Yep, Shultz speaks Korean fluently, plus passable Chinese and Japanese. As an undergraduate teacher at the University of Hawaii at West Oahu, he taught upper-division two-course sequences in the histories of China, Japan and Korea. As Dean of the UH’s School of Pacific and Asian Studies for the past six years, he’s crisscrossed Asia, the Mainland and Europe, attending conferences on the region. Add three Fulbright grants to cover sabbatical leaves in Asian, and in Ned the University has an Asian scholar recognized across three continents.

And he’s a first-rate administrator. He knows how to listen, soothe, accommodate, then persuade faculty and colleagues to do the right thing, no matter how it impinges on their sometimes overinflated sense of themselves.

After Ned left UH-West Oahu in 1998 to lead the Korean Studies Center at Manoa, I’d kid him about the loss of a good teacher to the dark ranks of administration. Hearing one such jibe, the late, great UH botanist Izzie Abbott called me on it: “There are a lot of good teachers, Dan, but not many good university administrators. Ned’s a good one.”
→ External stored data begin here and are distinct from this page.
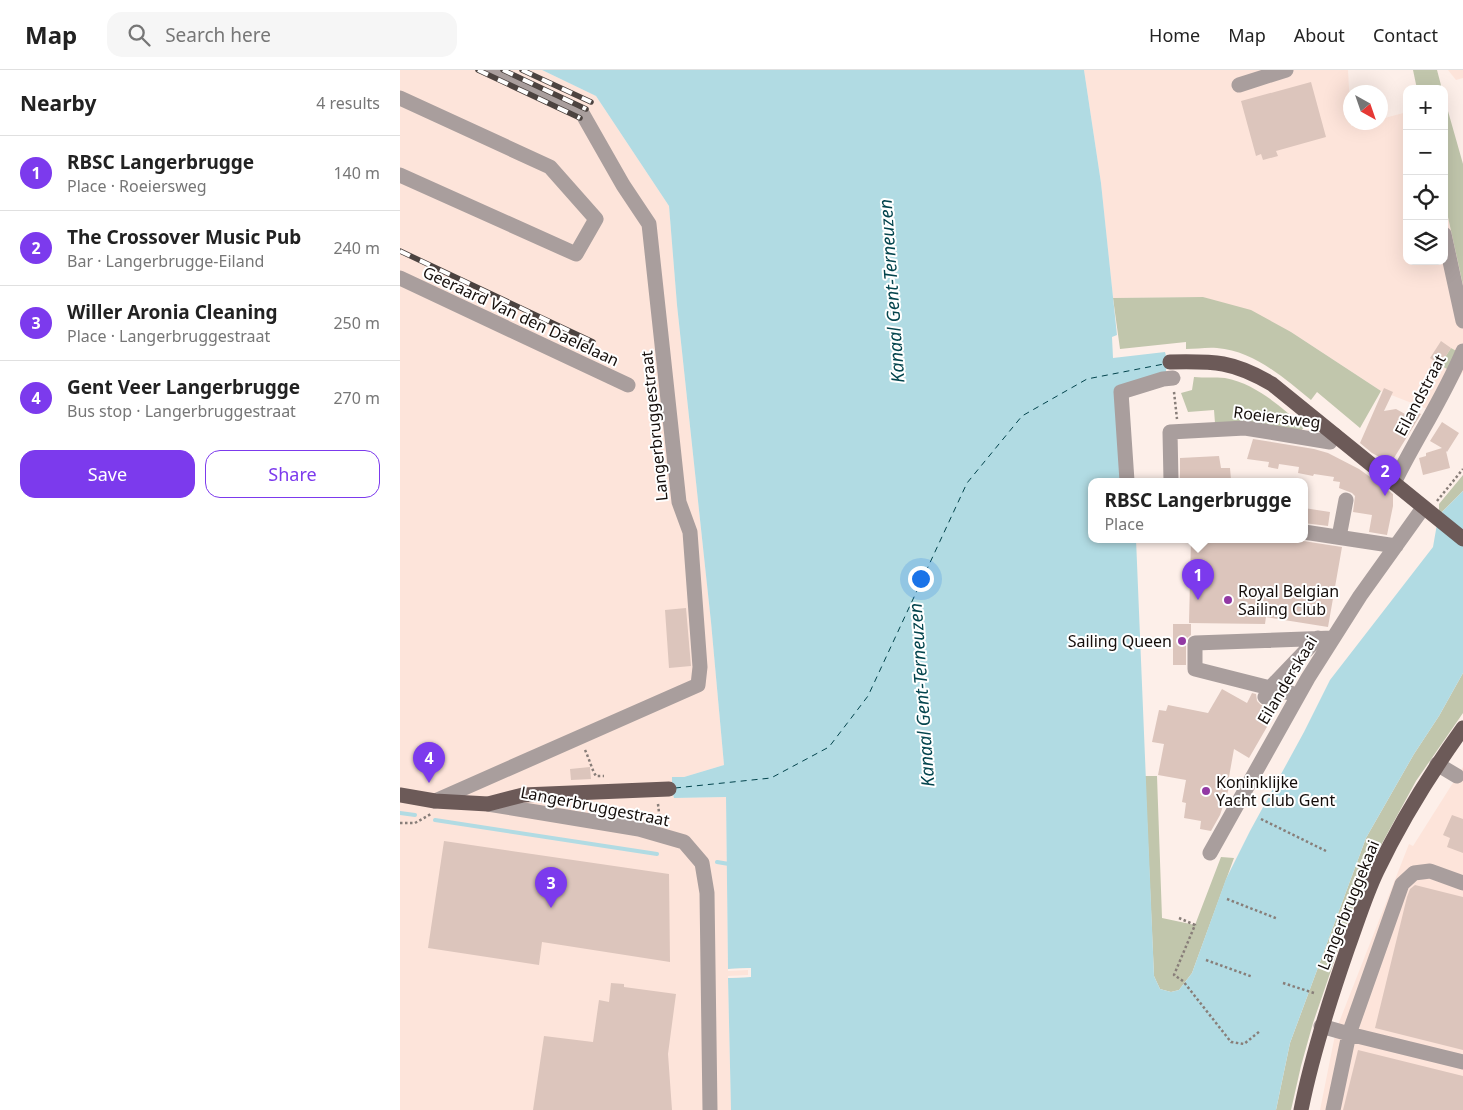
<!DOCTYPE html>
<meta charset="utf-8">
<style>
:root{--surface:#fff;--page:#f6f6f6;--text:#222;--muted:#767676;--line:#e0e0e0;--accent:#7c3aed}
body{margin:0;font-family:"Noto Sans",sans-serif;background:var(--page);color:var(--text)}
.controls{position:absolute;right:15px;top:15px;display:grid;overflow:hidden;border-radius:10px;box-shadow:0 5px 20px #0002}
.controls button{width:45px;height:45px;display:grid;place-items:center;padding:0;border:0;border-bottom:1px solid var(--line);background:var(--surface);color:var(--text);font:25px sans-serif}
.compass{position:absolute;left:943px;top:15px;width:45px;height:45px;border-radius:50%;background:var(--surface);box-shadow:0 5px 20px #0002;rotate:140deg}
.you{position:absolute;left:520px;top:508px;width:18px;height:18px;margin:-12px;border:4px solid #fff;border-radius:50%;background:#1a73e8;box-shadow:0 0 0 8px #1a73e833}
.badge{display:grid;place-items:center;width:32px;height:32px;border-radius:50%;background:var(--accent);color:#fff;font-size:16px;font-weight:700}
.pin{position:absolute;translate:-50% -41px;filter:drop-shadow(0 1px 2px #0008)}
.pin::after{content:'';position:absolute;top:26px;width:18px;height:15px;background:inherit;clip-path:polygon(0 0,100% 0,50% 100%)}
.popup{position:absolute;left:688px;top:408px;width:220px;height:65px;box-sizing:border-box;display:grid;place-content:center;border-radius:10px;background:var(--surface);filter:drop-shadow(0 1px 4px #0005);font-size:16px;white-space:nowrap;color:var(--muted)}
.popup b{font-size:19px;color:var(--text)}
.popup::after{content:'';position:absolute;left:50%;top:100%;margin-left:-10px;border:10px solid transparent;border-top-color:var(--surface)}
.list{margin:0;padding:0;list-style:none}
h2{display:flex;justify-content:space-between;align-items:center;height:65px;margin:0;padding:0 20px;font-size:21px}
h2 small{font-size:16px;font-weight:400;color:var(--muted)}
.list li{display:grid;grid-template-columns:32px 1fr auto;gap:15px;align-items:center;box-sizing:border-box;height:75px;padding:0 20px;border-top:1px solid var(--line)}
.list b{display:block;font-size:19px;white-space:nowrap}
.list p{margin:0;font-size:16px;white-space:nowrap;color:var(--muted)}
.list em{font-size:16px;font-style:normal;color:var(--muted)}
.actions{display:flex;gap:10px;padding:15px 20px}
.actions a{flex:1;padding:11px 0;border:1px solid var(--accent);border-radius:15px;text-align:center;font-size:18px;color:var(--accent)}
.actions .main{background:var(--accent);color:#fff}
.icon{flex:none;width:28px;height:28px;fill:none;stroke:currentColor;stroke-width:2;stroke-linecap:round;stroke-linejoin:round}
.map{position:relative;flex:none;width:1063px;height:1040px;overflow:hidden}
header{display:flex;align-items:center;gap:30px;box-sizing:border-box;height:70px;padding:0 25px;background:var(--surface);border-bottom:1px solid var(--line)}
header strong{font-size:24px}
nav{display:flex;gap:28px;margin-inline-start:auto;font-size:18px}
.search{width:350px;height:45px;background:var(--page);display:flex;align-items:center;gap:12px;box-sizing:border-box;padding:0 18px;border-radius:15px;color:var(--muted);font-size:19px}
main{display:flex}
aside{flex:1;background:var(--surface)}
.map>svg:first-child{display:block}
.built{fill:#fde4da}
.green{fill:#c1c6ac}
.water{fill:#b1dbe3}
.pier{fill:#fdefe9}
.lines{fill:none;stroke-linecap:round;stroke-linejoin:round}
.stream{stroke:#b1dbe3;stroke-width:4}
.ferry{stroke:#03444d;stroke-width:1;stroke-dasharray:6 5;stroke-linecap:butt}
.building{fill:#dcc5bc}
.path{stroke:#887e79;stroke-width:2.5;stroke-dasharray:2.5 2.5;stroke-linecap:butt}
.minor{stroke:#a99e9d;stroke-width:15}
.major{stroke:#6c5a58;stroke-width:15}
.rail-casing{stroke:#4c4340;stroke-width:5.5}
.rail{stroke:#fff;stroke-width:4;stroke-dasharray:11;stroke-linecap:butt}
.poi-dot{fill:#9239a4;stroke:#fff;stroke-width:2}
.labels{text-anchor:middle;dominant-baseline:central;stroke-width:4;stroke-linejoin:round;paint-order:stroke}
.street-label{font-size:16px;fill:#150e0b;stroke:#fff}
.poi-label{font-size:16px;fill:#150e0b;stroke:#fff;text-anchor:start}
.water-label{font-size:18px;font-style:italic;fill:#03444d;stroke:#fff}
</style>
<header>
<strong>Map</strong>
<div class="search"><svg class="icon" aria-label="search" viewBox="0 0 24 24"><circle cx="10" cy="10" r="6"/><path d="M15 15l6 6"/></svg>Search here</div>
<nav><a>Home</a><a>Map</a><a>About</a><a>Contact</a></nav>
</header>
<main>
<aside>
<h2>Nearby<small>4 results</small></h2>
<ul class="list">
<li><span class="badge">1</span><div><b>RBSC Langerbrugge</b><p>Place · Roeiersweg</p></div><em>140 m</em></li>
<li><span class="badge">2</span><div><b>The Crossover Music Pub</b><p>Bar · Langerbrugge-Eiland</p></div><em>240 m</em></li>
<li><span class="badge">3</span><div><b>Willer Aronia Cleaning</b><p>Place · Langerbruggestraat</p></div><em>250 m</em></li>
<li><span class="badge">4</span><div><b>Gent Veer Langerbrugge</b><p>Bus stop · Langerbruggestraat</p></div><em>270 m</em></li>
</ul>
<div class="actions"><a class="main">Save</a><a>Share</a></div>
</aside>
<div class="map">
<svg width="1063" height="1040" viewBox="0 0 1063 1040">
<rect width="100%" height="100%" fill="#fdefe9"/>
<!-- built -->
<path class="built" d="M0,0H142L196,26L269,136L277,235L311,552L324,695L284,707H272V712H269L274,728L326,727L328,898H351V907L328,909L331,1040H0Z
M684,0H948L951,56L965,53L981,52V49L1007,42V191H1044V129L1063,215V302L1057,311L1027,339L981,321L891,262L803,227L713,228L701,113Z
M1048,0H1063V8L1056,10Z
M1063,697V1040H920L936,960L1009,774L1013,776Z"/>
<!-- green -->
<path class="green" d="M1013,0H1037L1042,19H1017Z
M1044,27L1063,94V215L1044,129Z
M803,227L851,240L891,262L981,321L960,358L917,322L911,330C884,308 854,281 817,278C807,277 796,279 786,279V272L720,279L713,228Z
M1051,278L1058,282L1047,299L1040,295Z
M794,307C804,308 815,307 825,308C857,314 880,337 904,356L901,362L815,353L814,340L788,342L781,323L792,320Z
M1063,405V421L1042,442L1043,447L1039,441V434Z
M1063,603V643L1016,711L968,799L950,845L913,953L901,996L891,1040H876L890,973L966,768L1014,684L1039,646Z
M745,706H757L762,848L795,855L821,787L834,788L792,903L779,920L771,922L760,919L754,906Z"/>
<!-- water -->
<path class="water" d="M142,0H684L701,113L717,265L712,267L713,288L765,282L766,286L769,285L771,299H766V302L716,320L722,411H692V469H736L754,906L760,919L771,922L779,920L792,903L826,809L850,761L904,662L930,610L1033,477L1037,454L1043,447L1042,442L1063,421V603L1039,646L1014,684L966,768L890,973L876,1040H331L328,908L350,907L351,898L328,899L326,727L274,728L269,712H272V707H284L324,695L311,552L277,235L269,136L196,26Z"/>
<!-- pier -->
<path class="pier" d="M351,898V907L328,908V906L348,905V900L328,901V899Z"/>
<g class="lines">
<!-- stream -->
<path class="stream" d="M0,743L15,745
M35,750L257,784
M317,792L329,794"/>
<!-- ferry -->
<path class="ferry" d="M275,718L371,708L429,677L468,626L567,413L622,346L687,309L764,294"/>
</g>
<!-- building -->
<path class="building" d="M911,12L926,67L876,81L878,86L863,90L861,84L856,86L841,31Z
M1041,271L1051,278L1040,295L1030,288Z
M984,318L993,322L984,341L996,339L1005,344L1009,339L1021,344L994,388L983,389L972,383L960,373Z
M1042,352L1059,363L1047,382L1046,381L1050,398L1023,405L1019,388L1026,386V383L1042,378L1030,371Z
M853,369L914,379L928,383L959,399L973,409L993,424V436L987,465L969,462L972,445L953,442L955,426L952,423L939,418L940,412L933,411L934,407L914,404L913,406L898,403L899,397L879,394L878,399L868,397L869,392L847,389Z
M819,386L821,398H830L831,410L780,411V388Z
M904,438L930,442L928,456L904,453Z
M791,469H898L903,471L942,477L928,557L866,547L865,554L789,553Z
M286,538L291,596L269,598L265,540Z
M773,554H791V565L787,568L786,573V595H773Z
M822,619L847,633L852,623L856,624L857,631L861,635H869L873,632L879,636L849,688L834,679L827,718H829L820,745L811,761L800,759L801,751L784,748L786,733L782,732L786,710L758,705L764,674L752,672L759,640L766,641L768,635L808,643Z
M190,697L191,709L171,710L170,699Z
M1052,745L1063,749V783L1047,777L1050,768L1043,765Z
M44,771L269,804L270,892L142,872L139,895L28,878Z
M1015,815L1063,827V980L975,958L1007,827L1010,819Z
M211,913L224,914V917L276,924L268,984L272,1040H133L144,966L193,972L199,930L209,932Z
M958,980L1063,1006V1040H943Z"/>
<g class="lines">
<!-- path -->
<path class="path" d="M1035,292L1033,295L1040,298
M1028,304L1033,295
M774,322L777,349
M1037,431L1063,399
M185,680C189,688 192,700 196,706H204
M258,734L260,751
M861,749L926,781
M0,753H15L31,744
M827,829L878,849
M779,848L795,855L774,905L783,911L831,972L844,974L860,961
M806,890L853,907
M883,913L914,923"/>
<!-- minor -->
<path class="minor" d="M839,15L886,0
M0,28L150,97L196,149L176,184L0,105
M1044,164L1063,251
M0,208L228,315
M727,411L721,322L763,309L773,308
M771,411L770,362L845,358L930,372L935,365
M994,413C1016,368 1044,327 1063,281
M904,462L996,476
M939,467L946,430
M898,625L795,599V573L933,568
M865,627L871,617L918,568
M1037,694L1057,706
M35,731L298,615L300,597L290,462L279,432L249,154L223,115L182,43L91,0
M88,734L239,759L284,772L302,793L307,823L310,1040
M810,783L908,608L960,526L1023,438
M1063,813L1030,801L1014,803L1002,814L949,964L1063,992
M921,956L949,964L933,1040"/>
<!-- major -->
<path class="major" d="M770,292C815,291 833,291 872,314L1063,469
M0,725L35,731L88,734L123,725L269,719
M901,1040C912,985 929,932 947,880C957,853 965,826 977,801C1001,751 1030,704 1063,658"/>
<defs>
<path id="rail" d="M78,0L180,48
M103,0L186,39
M122,0L191,32
M0,181L193,272"/>
</defs>
<!-- rail casing -->
<use href="#rail" class="rail-casing"/>
<!-- rail -->
<use href="#rail" class="rail"/>
</g>
<!-- markers -->
<g class="poi-dot">
<circle cx="828" cy="530" r="5"/>
<circle cx="782" cy="571" r="5"/>
<circle cx="806" cy="721" r="5"/>
</g>
<g class="labels">
<!-- street labels -->
<g class="street-label">
<text transform="translate(121 246) rotate(25)">Geeraard Van den Daelelaan</text>
<text transform="translate(1020 325) rotate(-62)">Eilandstraat</text>
<text transform="translate(877 347) rotate(7)">Roeiersweg</text>
<text transform="translate(254 356) rotate(-96)">Langerbruggestraat</text>
<text transform="translate(887 610) rotate(-59)">Eilanderskaai</text>
<text transform="translate(195 736) rotate(11)">Langerbruggestraat</text>
<text transform="translate(948 835) rotate(-68)">Langerbruggekaai</text>
</g>
<!-- poi labels -->
<g class="poi-label">
<text x="838" y="521">Royal Belgian<tspan x="838" dy="18">Sailing Club</tspan></text>
<text x="772" y="571" text-anchor="end">Sailing Queen</text>
<text x="816" y="712">Koninklijke<tspan x="816" dy="18">Yacht Club Gent</tspan></text>
</g>
<!-- water labels -->
<g class="water-label">
<text transform="translate(491 221) rotate(-94)">Kanaal Gent-Terneuzen</text>
<text transform="translate(521 625) rotate(-94)">Kanaal Gent-Terneuzen</text>
</g>
</g>
</svg>
<div class="controls">
<button>+</button>
<button>−</button>
<button><svg class="icon" aria-label="locate" viewBox="0 0 24 24"><circle cx="12" cy="12" r="6"/><path d="M12 2v4M12 18v4M2 12h4M18 12h4"/></svg></button>
<button><svg class="icon" aria-label="layers" viewBox="0 0 24 24"><path d="M12 4l9 5-9 5-9-5zM3 14l9 5 9-5"/></svg></button>
</div>
<svg class="compass" viewBox="-18 -18 36 36"><path d="M0-13l5 13h-10z" fill="#e53935"/><path d="M0 13l5-13h-10z" fill="#767676"/></svg>
<div class="you"></div>
<div class="pin badge" style="left:798px;top:530px">1</div>
<div class="popup"><b>RBSC Langerbrugge</b>Place</div>
<div class="pin badge" style="left:985px;top:426px">2</div>
<div class="pin badge" style="left:151px;top:838px">3</div>
<div class="pin badge" style="left:29px;top:713px">4</div>
</div>
</main>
Just as important, Ned is embedded in Hawaii and the university. Hawaii’s Korean community adores him. He’s married into an extended Hawaiian-Chinese family that included former Chief Justice William Richardson. Elder son Keoni earned his law degree from the university’s Richardson College of Law. His wife, Kamaile, received both her undergraduate and medical degree at Manoa. Second son Koa earned a graduate degree in botany at Manoa, while his wife is at work on her doctorate in education.

And Prof. Shultz knows every word of the university’s alma mater – and can sing them on key. Try that test on any university administrator of your acquaintance.

Ned knows his way to the Legislature, where he will neither preen nor grow defensive, neither lecture nor grovel. And think about it: He will be able to speak to either Hawaii-born Senate president Donna Mercado Kim or Seoul-born House Finance chairwoman Sylvia Luke in the language of their choice.

Finally, Ned Shultz is simply a good guy. Make him UH’s next president and he will calm the waters, right the ship and steer it into a bright future. I’d trust the guy with my kids, my miniscule fortune, whatever. And I’d trust him with my university.